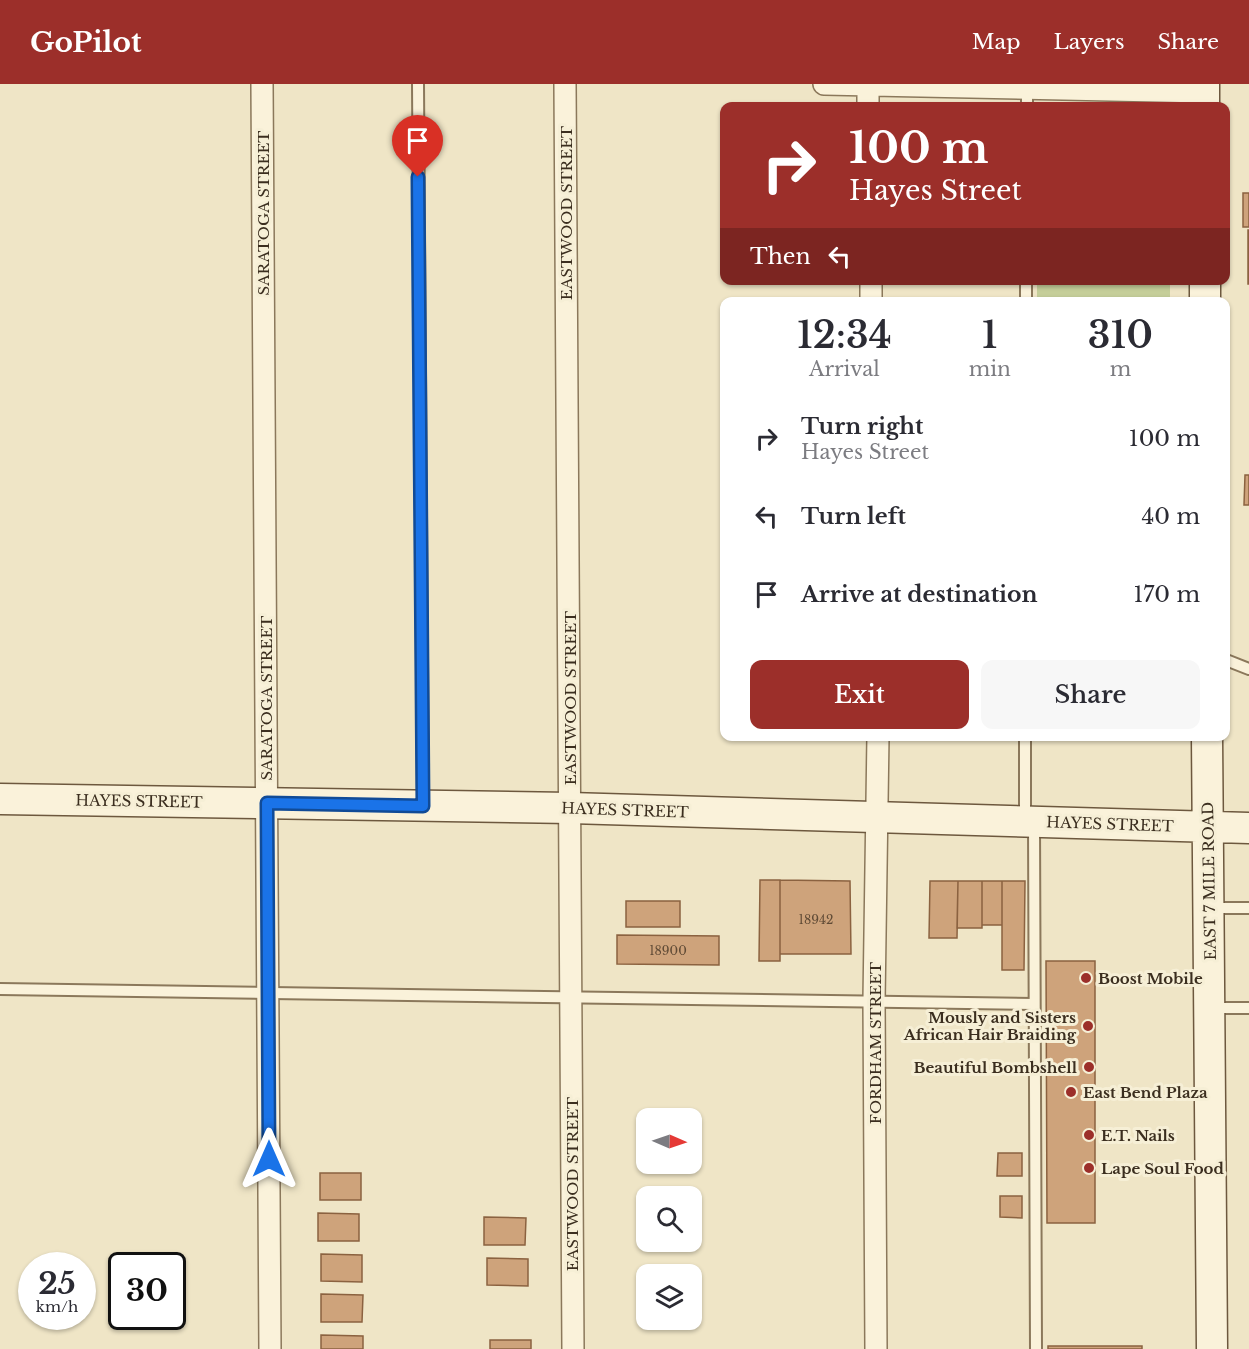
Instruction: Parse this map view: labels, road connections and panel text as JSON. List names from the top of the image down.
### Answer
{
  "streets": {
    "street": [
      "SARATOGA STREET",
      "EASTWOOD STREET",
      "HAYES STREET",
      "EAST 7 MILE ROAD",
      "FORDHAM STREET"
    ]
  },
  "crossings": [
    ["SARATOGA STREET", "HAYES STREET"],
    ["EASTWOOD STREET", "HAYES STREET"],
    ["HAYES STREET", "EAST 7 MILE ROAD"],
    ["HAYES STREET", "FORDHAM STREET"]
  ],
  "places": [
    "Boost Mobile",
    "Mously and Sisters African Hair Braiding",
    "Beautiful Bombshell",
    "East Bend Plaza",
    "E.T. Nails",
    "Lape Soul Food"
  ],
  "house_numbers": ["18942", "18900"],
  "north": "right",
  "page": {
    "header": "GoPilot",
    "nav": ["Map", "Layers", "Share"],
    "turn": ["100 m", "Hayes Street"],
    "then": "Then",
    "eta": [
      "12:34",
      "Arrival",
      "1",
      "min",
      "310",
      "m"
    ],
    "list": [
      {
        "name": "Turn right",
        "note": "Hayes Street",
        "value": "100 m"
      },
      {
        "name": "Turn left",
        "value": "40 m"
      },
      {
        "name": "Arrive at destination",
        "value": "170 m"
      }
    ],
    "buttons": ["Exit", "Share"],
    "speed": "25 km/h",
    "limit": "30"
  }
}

YOUR TASK: Your answer should consist of the lines from the listing that hold the word "Share".

EXERCISE RESULT:
    "nav": ["Map", "Layers", "Share"],
    "buttons": ["Exit", "Share"],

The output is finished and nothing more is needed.